Thankfully, the administration here has long recognized just the point Don raises: engaged scholars make better teachers. And happier ones too.

In fact, I'd argue that sabbaticals are even more important at places like mine, where a 3-3 teaching load, lots of direct student contact out of the traditional classroom setting, plus an expectation of commitment to university service, make the time for faculty research during the academic year quite scarce. Yes, we have summers, though they are often taken up with faculty development work and just plain recharging. The sustained time that a sabbatical makes possible is the primary way in which folks at places like mine stay active scholars. So even where teaching rules the roost, the sabbatical is key (perhaps more).

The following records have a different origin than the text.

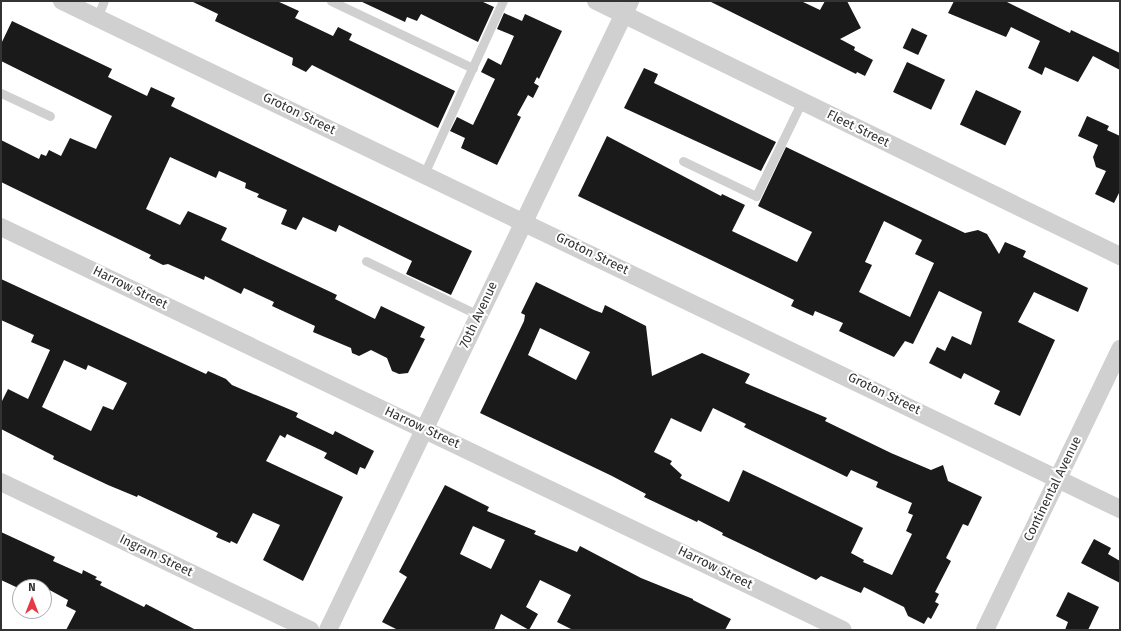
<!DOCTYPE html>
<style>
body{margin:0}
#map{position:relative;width:1121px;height:631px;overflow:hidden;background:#fff;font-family:"Fira Sans",sans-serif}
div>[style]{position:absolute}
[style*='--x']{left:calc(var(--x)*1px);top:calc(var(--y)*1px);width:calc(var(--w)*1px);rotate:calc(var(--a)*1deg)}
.building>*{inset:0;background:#1a1a1a;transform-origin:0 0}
.service>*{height:9px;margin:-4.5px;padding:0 4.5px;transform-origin:4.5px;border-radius:4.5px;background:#d0d0d0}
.minor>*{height:18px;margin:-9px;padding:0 9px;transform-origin:9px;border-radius:9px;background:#d0d0d0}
span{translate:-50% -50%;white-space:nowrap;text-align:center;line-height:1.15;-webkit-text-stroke:4px #fff;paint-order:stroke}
.street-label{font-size:13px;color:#333}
.frame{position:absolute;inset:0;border:2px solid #333;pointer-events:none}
.north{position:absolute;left:12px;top:579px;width:40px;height:40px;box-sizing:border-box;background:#fff;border:1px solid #adadad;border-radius:50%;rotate:0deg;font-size:11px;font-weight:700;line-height:16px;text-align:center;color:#333}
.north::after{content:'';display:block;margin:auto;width:14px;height:18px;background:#e63946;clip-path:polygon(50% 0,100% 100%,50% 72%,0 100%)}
</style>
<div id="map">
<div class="building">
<i style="clip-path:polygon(191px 1px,277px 1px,299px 11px,295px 18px,333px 36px,338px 27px,352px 34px,349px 40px,455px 91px,438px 128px,312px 65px,306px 72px,292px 65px,293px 58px,215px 21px,218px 14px)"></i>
<i style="clip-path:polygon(360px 1px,481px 1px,494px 7px,478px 42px,421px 14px,417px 21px,407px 17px,405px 22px)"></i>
<i style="clip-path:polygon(709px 1px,801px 1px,820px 10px,825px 1px,847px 1px,861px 28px,840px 39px,855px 47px,854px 50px,873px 60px,865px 76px,857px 72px,856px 74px)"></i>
<i style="clip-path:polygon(954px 1px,1005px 1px,1070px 33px,1071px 30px,1120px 53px,1120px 70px,1093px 56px,1078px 82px,1045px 67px,1042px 75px,1028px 68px,1040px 41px,1011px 27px,1006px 37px,948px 13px)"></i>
<i style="clip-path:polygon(504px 13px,522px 21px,525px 14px,562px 31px,539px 79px,537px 77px,534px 83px,539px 86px,533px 98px,528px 95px,517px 115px,521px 117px,497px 165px,461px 148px,465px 138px,450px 131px,457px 117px,473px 125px,495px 79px,481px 72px,488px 58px,501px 65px,514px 36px,497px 29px)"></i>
<i style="clip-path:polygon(12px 21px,112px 69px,108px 77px,147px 96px,151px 87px,175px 98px,171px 106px,472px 251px,451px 295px,406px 274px,412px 261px,339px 225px,336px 232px,303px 217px,296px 230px,281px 224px,287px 210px,257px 197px,259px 194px,245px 188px,246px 183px,219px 171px,216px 178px,170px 157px,146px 209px,180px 225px,188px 211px,227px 228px,221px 240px,337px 295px,335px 299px,375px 319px,381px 306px,425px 327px,420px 337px,425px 339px,408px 373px,399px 374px,392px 371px,387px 358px,371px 350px,359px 356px,352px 353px,351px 348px,313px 332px,315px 326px,272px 306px,274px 302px,244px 288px,241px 294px,205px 276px,204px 280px,168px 264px,163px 265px,149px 258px,151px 255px,1px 182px,1px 140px,39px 159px,41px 154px,46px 156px,49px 150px,61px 156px,70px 138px,96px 149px,112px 116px,1px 61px,1px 44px)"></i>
<i style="left:912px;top:28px;width:17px;height:22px;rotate:25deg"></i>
<i style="left:907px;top:62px;width:42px;height:33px;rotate:25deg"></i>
<i style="clip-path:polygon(644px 68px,658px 74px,654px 83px,776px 142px,761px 171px,624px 108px)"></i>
<i style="left:976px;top:90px;width:50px;height:38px;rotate:25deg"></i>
<i style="clip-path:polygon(1087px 116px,1109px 126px,1107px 130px,1120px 136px,1120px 191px,1114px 203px,1095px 194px,1106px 171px,1096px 167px,1093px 157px,1098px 145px,1078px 136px)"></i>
<i style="clip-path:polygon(evenodd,607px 136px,721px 196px,722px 194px,745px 205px,732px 231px,797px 262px,812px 232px,758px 206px,786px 147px,965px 233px,978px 230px,987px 234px,999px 254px,1005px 242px,1026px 251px,1023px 257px,1088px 288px,1078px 312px,1034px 292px,1018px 322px,1055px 340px,1020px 416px,994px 404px,1000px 391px,964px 373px,961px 379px,929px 363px,937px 347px,945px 351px,952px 336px,971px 345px,982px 312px,939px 291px,913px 344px,905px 341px,894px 357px,839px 331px,843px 323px,815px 311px,813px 316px,791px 306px,794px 300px,578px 196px,607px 136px,884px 221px,922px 240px,915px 254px,934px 263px,910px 317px,859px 292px,872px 265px,865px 262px,884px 221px)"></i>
<i style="clip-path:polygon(evenodd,1px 279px,206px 374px,208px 371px,226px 379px,232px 385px,298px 413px,296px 417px,333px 435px,335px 431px,374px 451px,365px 469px,360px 467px,357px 475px,324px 458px,327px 453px,287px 434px,285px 438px,280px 435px,266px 461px,343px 497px,303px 581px,263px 560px,280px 525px,253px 513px,237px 544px,231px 541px,230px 543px,216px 537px,218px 533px,138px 495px,137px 497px,108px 485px,53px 459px,54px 456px,1px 429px,1px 403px,8px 389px,28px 399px,50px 350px,31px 342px,34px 335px,1px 320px,1px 279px,64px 360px,86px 370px,88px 365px,127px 383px,113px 410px,103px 406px,91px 431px,42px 407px,64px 360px)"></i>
<i style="clip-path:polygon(evenodd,536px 282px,594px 310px,602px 313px,605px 305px,646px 326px,652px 376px,702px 353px,750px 374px,745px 383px,827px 418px,825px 421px,891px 453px,931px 470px,943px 465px,948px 481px,982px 497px,968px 526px,963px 524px,946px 558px,951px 561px,935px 592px,939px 594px,935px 602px,939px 604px,931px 619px,928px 617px,924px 624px,908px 616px,904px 607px,864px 587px,861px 593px,821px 576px,816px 580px,722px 535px,723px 533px,698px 520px,697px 522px,644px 497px,646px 494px,612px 476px,480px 413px,524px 321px,525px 315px,521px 313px,536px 282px,540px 328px,590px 352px,576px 380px,528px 355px,540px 328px,536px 282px,713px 408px,746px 424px,744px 427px,847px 477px,851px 470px,878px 482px,876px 487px,912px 503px,908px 513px,913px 515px,906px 531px,912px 534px,892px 575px,863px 562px,864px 560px,851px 553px,863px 528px,762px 479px,743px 470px,729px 502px,680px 478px,682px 475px,670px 464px,672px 461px,654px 452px,671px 418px,701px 432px,713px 408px)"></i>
<i style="clip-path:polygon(evenodd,445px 485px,489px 507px,487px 511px,536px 531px,534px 534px,577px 552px,580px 546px,641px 578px,693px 599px,693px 600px,731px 619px,725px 630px,573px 630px,557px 622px,571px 595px,540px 580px,526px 607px,538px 614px,529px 630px,501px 614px,494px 630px,398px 630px,382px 622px,407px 577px,399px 572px,445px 485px,473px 526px,505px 540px,491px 569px,460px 554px,473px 526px)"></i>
<i style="clip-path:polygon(1px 532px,55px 557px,53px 561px,82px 574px,83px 570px,97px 577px,95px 579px,102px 582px,100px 585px,144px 607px,146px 604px,196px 630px,66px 630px,76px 611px,66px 606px,68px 600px,44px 587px,16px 587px,1px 580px)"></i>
<i style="clip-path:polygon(1094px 539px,1111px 548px,1108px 554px,1120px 561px,1120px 583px,1081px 563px)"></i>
<i style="clip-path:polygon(1068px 592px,1099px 607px,1088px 630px,1065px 630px,1068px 622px,1056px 616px)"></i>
</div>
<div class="service">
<i style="--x:331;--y:1;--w:157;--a:25.3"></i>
<i style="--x:97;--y:18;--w:18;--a:-68"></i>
<i style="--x:1;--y:93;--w:54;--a:25.1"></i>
<i style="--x:683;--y:161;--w:81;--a:25.6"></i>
<i style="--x:756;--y:196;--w:106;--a:-64.2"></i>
<i style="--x:424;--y:174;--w:190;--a:-65.5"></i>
<i style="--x:366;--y:261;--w:124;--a:25.7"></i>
</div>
<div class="minor">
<i style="--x:62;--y:1;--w:1174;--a:25.65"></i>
<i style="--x:596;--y:1;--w:583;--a:25.95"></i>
<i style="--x:1;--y:227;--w:933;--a:25.58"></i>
<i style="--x:1;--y:482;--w:343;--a:25.6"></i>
<i style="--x:328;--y:630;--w:698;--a:-64.35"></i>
<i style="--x:985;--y:630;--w:312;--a:-64.3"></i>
</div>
<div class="street-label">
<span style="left:299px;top:114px;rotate:26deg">Groton Street</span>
<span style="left:858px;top:129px;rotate:26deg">Fleet Street</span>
<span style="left:592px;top:254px;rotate:26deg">Groton Street</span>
<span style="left:130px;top:288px;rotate:26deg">Harrow Street</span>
<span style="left:479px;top:315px;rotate:-65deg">70th Avenue</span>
<span style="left:884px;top:394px;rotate:26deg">Groton Street</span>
<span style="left:422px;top:428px;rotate:25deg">Harrow Street</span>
<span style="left:1053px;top:489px;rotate:-64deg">Continental Avenue</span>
<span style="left:156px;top:556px;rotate:26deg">Ingram Street</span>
<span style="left:715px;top:568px;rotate:26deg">Harrow Street</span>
</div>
<div class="frame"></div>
<div class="north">N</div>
</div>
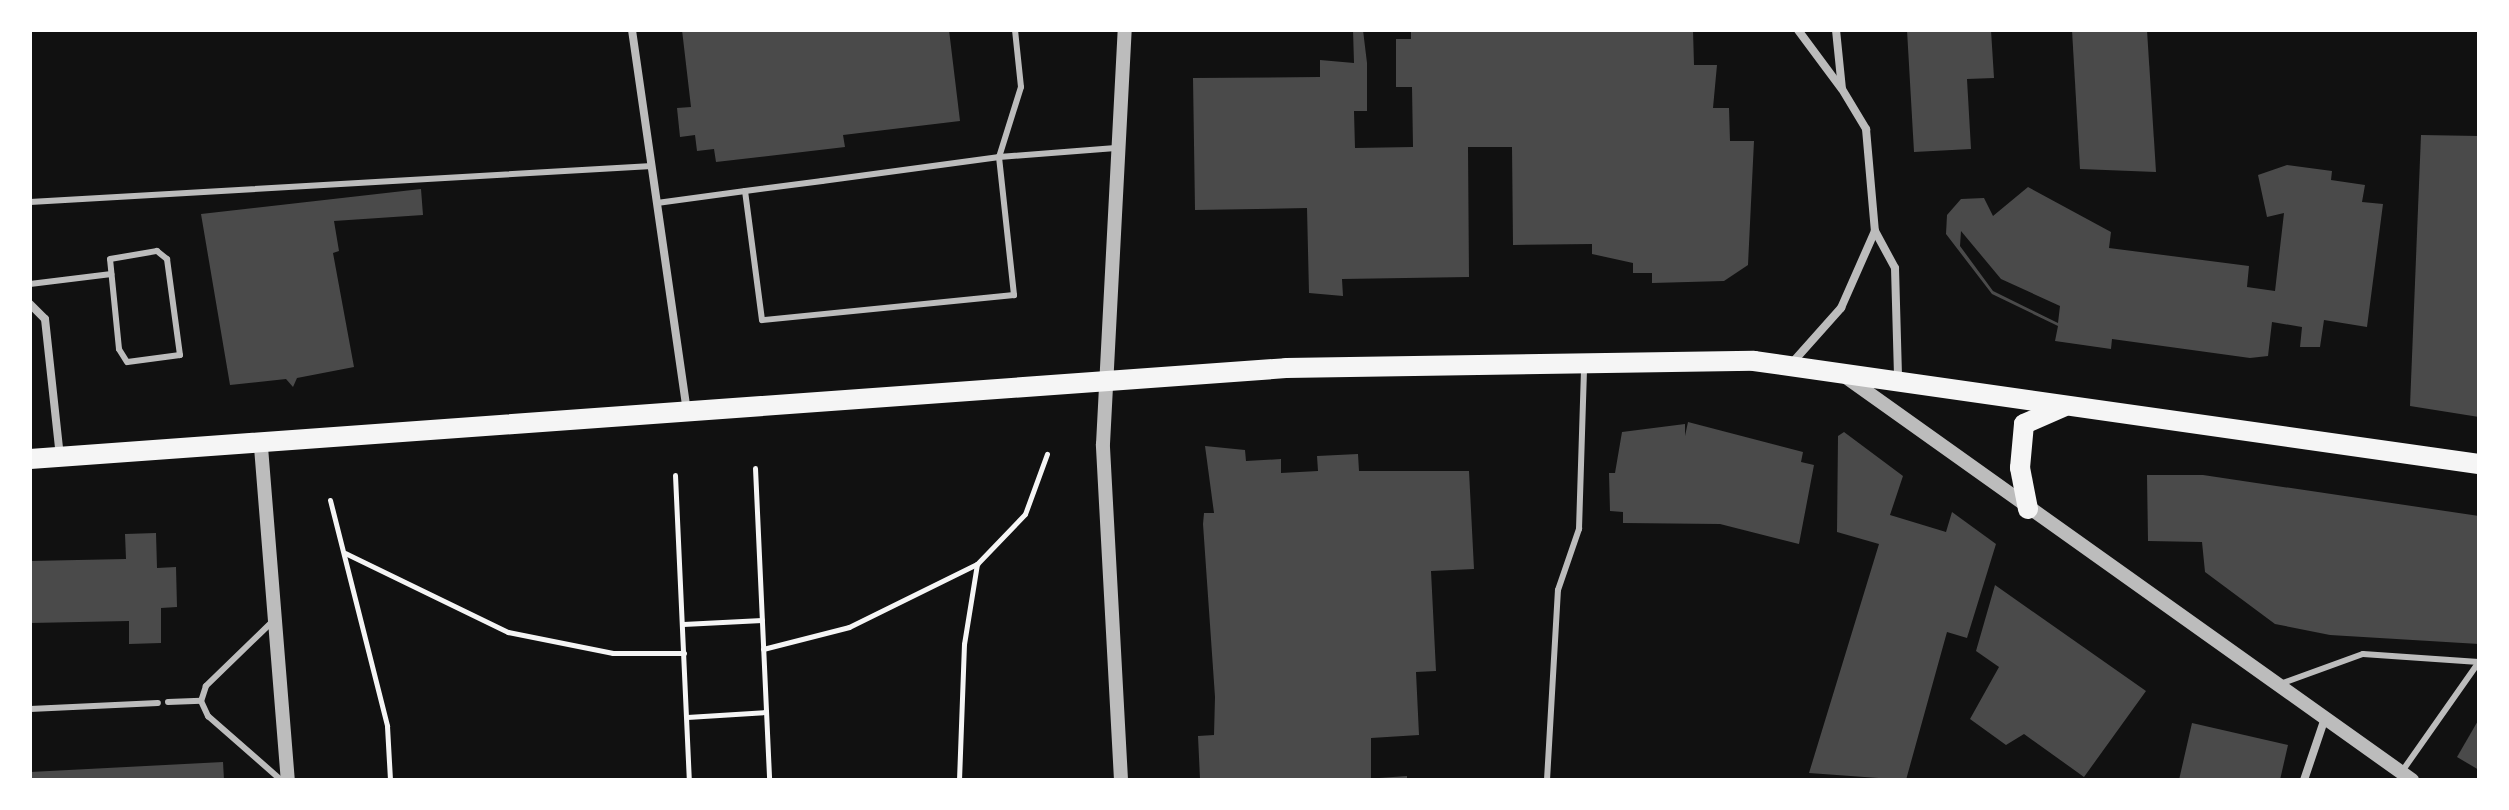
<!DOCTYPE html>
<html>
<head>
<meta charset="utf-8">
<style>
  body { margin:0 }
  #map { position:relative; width:2509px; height:810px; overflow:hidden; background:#111; font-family:"Libre Baskerville",serif }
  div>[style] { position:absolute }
  .building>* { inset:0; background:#4a4a4a }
  .path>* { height:5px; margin:-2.5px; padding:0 2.5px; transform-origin:2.5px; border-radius:2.5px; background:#f5f5f5 }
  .service>* { height:6px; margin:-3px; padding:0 3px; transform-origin:3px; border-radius:3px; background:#bcbcbc }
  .minor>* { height:8px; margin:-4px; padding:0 4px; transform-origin:4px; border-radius:4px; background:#bcbcbc }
  .tertiary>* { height:14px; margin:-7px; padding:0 7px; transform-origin:7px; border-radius:7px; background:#bcbcbc }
  .primary>* { height:20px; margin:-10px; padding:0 10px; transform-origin:10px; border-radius:10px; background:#f5f5f5 }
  span { translate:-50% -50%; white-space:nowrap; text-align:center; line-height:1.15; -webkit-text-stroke:8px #fff; paint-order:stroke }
  .frame { position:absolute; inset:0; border:32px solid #fff; pointer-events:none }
</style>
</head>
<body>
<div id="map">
  <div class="building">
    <div style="clip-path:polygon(682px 30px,949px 30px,960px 121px,843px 135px,845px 147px,716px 162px,714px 149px,697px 151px,695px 135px,680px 137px,677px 108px,691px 107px)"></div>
    <div style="clip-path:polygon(1353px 30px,1363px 30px,1367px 63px,1367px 111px,1354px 111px,1355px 148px,1413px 147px,1412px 87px,1396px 87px,1396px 39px,1411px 39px,1411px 32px,1693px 30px,1694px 65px,1717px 65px,1713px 108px,1729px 108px,1730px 141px,1754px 141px,1748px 265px,1724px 281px,1652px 283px,1652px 273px,1633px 273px,1633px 263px,1592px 254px,1592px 244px,1513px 245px,1512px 147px,1468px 147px,1469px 277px,1342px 279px,1343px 296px,1309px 293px,1307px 208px,1195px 210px,1193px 78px,1320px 77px,1320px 60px,1354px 63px)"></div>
    <div style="clip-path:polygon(1907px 30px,1991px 30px,1994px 78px,1967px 79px,1971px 149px,1914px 152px)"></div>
    <div style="clip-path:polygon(2072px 30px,2147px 30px,2156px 172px,2080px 169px)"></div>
    <div style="clip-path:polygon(2421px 135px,2479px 136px,2479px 417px,2410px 406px)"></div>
    <div style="clip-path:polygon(evenodd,2287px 165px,2332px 171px,2331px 180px,2365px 185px,2362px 202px,2383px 204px,2367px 327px,2324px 320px,2320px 347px,2300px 347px,2302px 327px,2272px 322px,2268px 356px,2250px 358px,2112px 339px,2111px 349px,2055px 341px,2058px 326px,1992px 294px,1946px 234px,1947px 215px,1961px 199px,1984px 198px,1993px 216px,2028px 187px,2111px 232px,2109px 248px,2249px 266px,2247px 287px,2275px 291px,2284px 213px,2267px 217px,2258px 175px,2287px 165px,1961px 231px,2001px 279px,2060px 306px,2058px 323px,1993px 291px,1960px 246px,1961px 231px)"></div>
    <div style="clip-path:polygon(421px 189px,423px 215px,334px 221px,339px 251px,333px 253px,354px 367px,297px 378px,293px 387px,286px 379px,230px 385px,201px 214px)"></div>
    <div style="clip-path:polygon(1688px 422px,1803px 452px,1801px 462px,1814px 465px,1799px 544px,1720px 524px,1623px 523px,1623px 512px,1610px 511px,1609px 473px,1615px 473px,1622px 432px,1685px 424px,1685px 436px)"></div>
    <div style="clip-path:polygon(1844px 432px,1903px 476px,1890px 515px,1946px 532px,1952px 512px,1996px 544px,1967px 638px,1947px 632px,1906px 780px,1809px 773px,1879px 544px,1837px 532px,1838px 436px)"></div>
    <div style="clip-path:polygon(1205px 446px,1245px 450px,1246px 461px,1281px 459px,1281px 473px,1318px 471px,1317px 456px,1358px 454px,1359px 471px,1469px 471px,1474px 569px,1431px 571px,1436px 671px,1416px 672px,1419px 735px,1371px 738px,1371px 780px,1200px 779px,1198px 736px,1214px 735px,1215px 697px,1203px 524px,1204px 513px,1214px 513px)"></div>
    <div style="clip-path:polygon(2147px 475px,2203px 475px,2479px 516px,2479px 644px,2330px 635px,2275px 624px,2205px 572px,2202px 542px,2148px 541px)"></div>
    <div style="clip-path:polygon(156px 533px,157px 568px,176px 567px,177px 607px,161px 608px,161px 643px,129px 644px,129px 621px,30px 623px,30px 561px,126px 559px,125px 534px)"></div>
    <div style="clip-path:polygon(1995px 585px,2146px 691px,2084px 777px,2024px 734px,2006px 745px,1970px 719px,1999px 667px,1976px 651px)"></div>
    <div style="clip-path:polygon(2479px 719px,2479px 770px,2457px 757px)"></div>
    <div style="clip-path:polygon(2192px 723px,2288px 745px,2280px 780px,2179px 780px)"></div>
    <div style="clip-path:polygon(223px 762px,224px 780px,30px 780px,30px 772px)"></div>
    <div style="clip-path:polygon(1407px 776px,1407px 780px,1379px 780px,1379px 778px)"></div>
  </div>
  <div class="path">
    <div style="left:755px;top:468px;width:312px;rotate:87.4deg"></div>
    <div style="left:675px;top:475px;width:305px;rotate:87.4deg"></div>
    <div style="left:330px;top:500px;width:233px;rotate:75.8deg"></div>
    <div style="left:387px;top:726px;width:54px;rotate:86.8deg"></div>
    <div style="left:345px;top:553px;width:181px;rotate:25.9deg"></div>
    <div style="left:508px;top:632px;width:107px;rotate:11.3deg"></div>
    <div style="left:613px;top:653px;width:71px"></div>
    <div style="left:683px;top:624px;width:79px;rotate:-2.9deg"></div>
    <div style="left:763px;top:649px;width:89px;rotate:-14.3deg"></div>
    <div style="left:849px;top:627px;width:143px;rotate:-26.2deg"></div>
    <div style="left:977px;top:564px;width:69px;rotate:-46.2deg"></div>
    <div style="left:1025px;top:514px;width:64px;rotate:-69.9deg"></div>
    <div style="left:687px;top:717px;width:79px;rotate:-3.6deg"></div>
    <div style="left:959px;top:780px;width:136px;rotate:-87.9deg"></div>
    <div style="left:964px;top:644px;width:81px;rotate:-80.8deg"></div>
  </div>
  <div class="service">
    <div style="left:1015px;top:30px;width:57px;rotate:84deg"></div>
    <div style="left:1021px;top:87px;width:73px;rotate:107.4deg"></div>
    <div style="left:999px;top:157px;width:117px;rotate:-4.4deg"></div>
    <div style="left:30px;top:202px;width:623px;rotate:-3.31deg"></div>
    <div style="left:657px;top:203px;width:89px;rotate:-7.8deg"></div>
    <div style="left:745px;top:191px;width:78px;rotate:-7.4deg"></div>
    <div style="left:822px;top:181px;width:179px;rotate:-7.7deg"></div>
    <div style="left:999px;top:157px;width:139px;rotate:83.8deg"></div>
    <div style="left:1014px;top:295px;width:253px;rotate:174.3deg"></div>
    <div style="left:762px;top:320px;width:130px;rotate:-97.5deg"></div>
    <div style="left:157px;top:251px;width:13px;rotate:39deg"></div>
    <div style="left:167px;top:259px;width:97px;rotate:82.3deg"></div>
    <div style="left:180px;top:355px;width:53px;rotate:172.5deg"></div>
    <div style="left:127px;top:362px;width:15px;rotate:-122deg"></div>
    <div style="left:119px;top:349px;width:90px;rotate:-95.7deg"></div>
    <div style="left:110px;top:259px;width:48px;rotate:-9.7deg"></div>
    <div style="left:30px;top:284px;width:82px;rotate:-7deg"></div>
    <div style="left:274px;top:620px;width:95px;rotate:135.9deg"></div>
    <div style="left:206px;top:686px;width:16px;rotate:108deg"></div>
    <div style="left:201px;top:701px;width:17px;rotate:65deg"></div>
    <div style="left:208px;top:716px;width:97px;rotate:41.2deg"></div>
    <div style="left:2280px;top:684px;width:88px;rotate:-19.9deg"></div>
    <div style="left:2363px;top:654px;width:116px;rotate:3.9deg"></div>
    <div style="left:168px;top:702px;width:33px;rotate:-2deg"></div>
    <div style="left:30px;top:709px;width:128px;rotate:-2.7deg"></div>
    <div style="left:2403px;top:770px;width:132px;rotate:-54.9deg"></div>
    <div style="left:1547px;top:780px;width:190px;rotate:-86.7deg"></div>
    <div style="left:1558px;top:590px;width:65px;rotate:-71deg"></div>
    <div style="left:1579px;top:529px;width:161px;rotate:-88.2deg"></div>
  </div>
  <div class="minor">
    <div style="left:632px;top:30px;width:385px;rotate:81.8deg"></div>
    <div style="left:1798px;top:30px;width:72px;rotate:53.4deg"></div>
    <div style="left:1836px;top:30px;width:59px;rotate:84.2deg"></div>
    <div style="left:1842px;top:89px;width:47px;rotate:59deg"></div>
    <div style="left:1866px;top:129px;width:102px;rotate:85deg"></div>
    <div style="left:1875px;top:231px;width:42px;rotate:61.6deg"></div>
    <div style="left:1895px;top:268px;width:109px;rotate:88.4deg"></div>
    <div style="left:30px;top:304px;width:21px;rotate:45deg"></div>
    <div style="left:45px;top:319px;width:138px;rotate:83.8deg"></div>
    <div style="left:1792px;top:363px;width:74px;rotate:-48.3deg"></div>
    <div style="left:1841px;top:308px;width:84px;rotate:-66.2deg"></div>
    <div style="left:2304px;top:780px;width:62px;rotate:-71.3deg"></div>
  </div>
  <div class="tertiary">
    <div style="left:1846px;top:377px;width:695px;rotate:35.45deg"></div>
    <div style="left:261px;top:447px;width:334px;rotate:85.4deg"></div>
    <div style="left:1121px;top:780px;width:336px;rotate:-93.1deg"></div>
    <div style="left:1103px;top:444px;width:415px;rotate:-87deg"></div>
  </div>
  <div class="primary">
    <div style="left:30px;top:459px;width:1259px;rotate:-4.14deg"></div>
    <div style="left:1286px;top:368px;width:468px;rotate:-0.9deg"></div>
    <div style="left:1754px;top:361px;width:732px;rotate:8.09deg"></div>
    <div style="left:2028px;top:509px;width:42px;rotate:-101deg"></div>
    <div style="left:2020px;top:468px;width:44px;rotate:-84.8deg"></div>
    <div style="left:2024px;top:424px;width:43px;rotate:-23.6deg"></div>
  </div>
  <div class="frame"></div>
</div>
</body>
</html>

As Don says, the burden is on us, as faculty, to make the argument for why time away from classroom teaching is so essential to what we do. I think the case can be made.

Posted by: Steve Horwitz | Mar 13, 2006 8:52:54 PM


Posted by: Mark Engleson

The sabbatical policy at my alma mater, Oberlin, was either 5 or 6 years. I feel that improved the quality of my education immensely. For example in my *intermediate* (as in between intro and seminar) Normative Ethics class, in addition to reading Parfit, Kagan, Thomson, Foot, Rachels, Nagel, Quinn, and many others, we had the opportunity to read an early draft of Scanlon's "Intention and Permissibility."
In a number of departments, students colloborated with faculty on research. The faculty having time to keep up with cutting research and to keep up their visibility by publishing, made these experiences more rewarding, and it puts more weight behind letters of recommendation.

Posted by: Mark Engleson | Mar 15, 2006 10:52:57 AM


Posted by: SLS 1L

The rhetorically easiest response is that this is just market forces at work. If they stop offering sabbaticals, they'll lose their better professors to schools that offer them.

Posted by: SLS 1L | Mar 16, 2006 1:25:25 AM


Posted by: Mona

Totally off topic, and I apologize Don. But I've missed L2R, and having long wandered in a cyber wildnerness eventually took up a new home, where the focus for months has been on the travesty of Bush's warrantless (and illegal) NSA surveillance program.

If comments are going on here again -- if the, uh, sabbatical is over -- I'd like to be back. In the meantime, I've been doing some guest-posting at (new home) Glenn Greenwald's Unclaimed Territory blog, with stuff like this about an issue that really merits much more attention than it receives.

Don't be fooled by the pseudonym; it is sort of an open secret that Mona = "Hypatia."

Anyhoo, is Mr. Ridgley still around? It would be nice to have the old gang reconvene.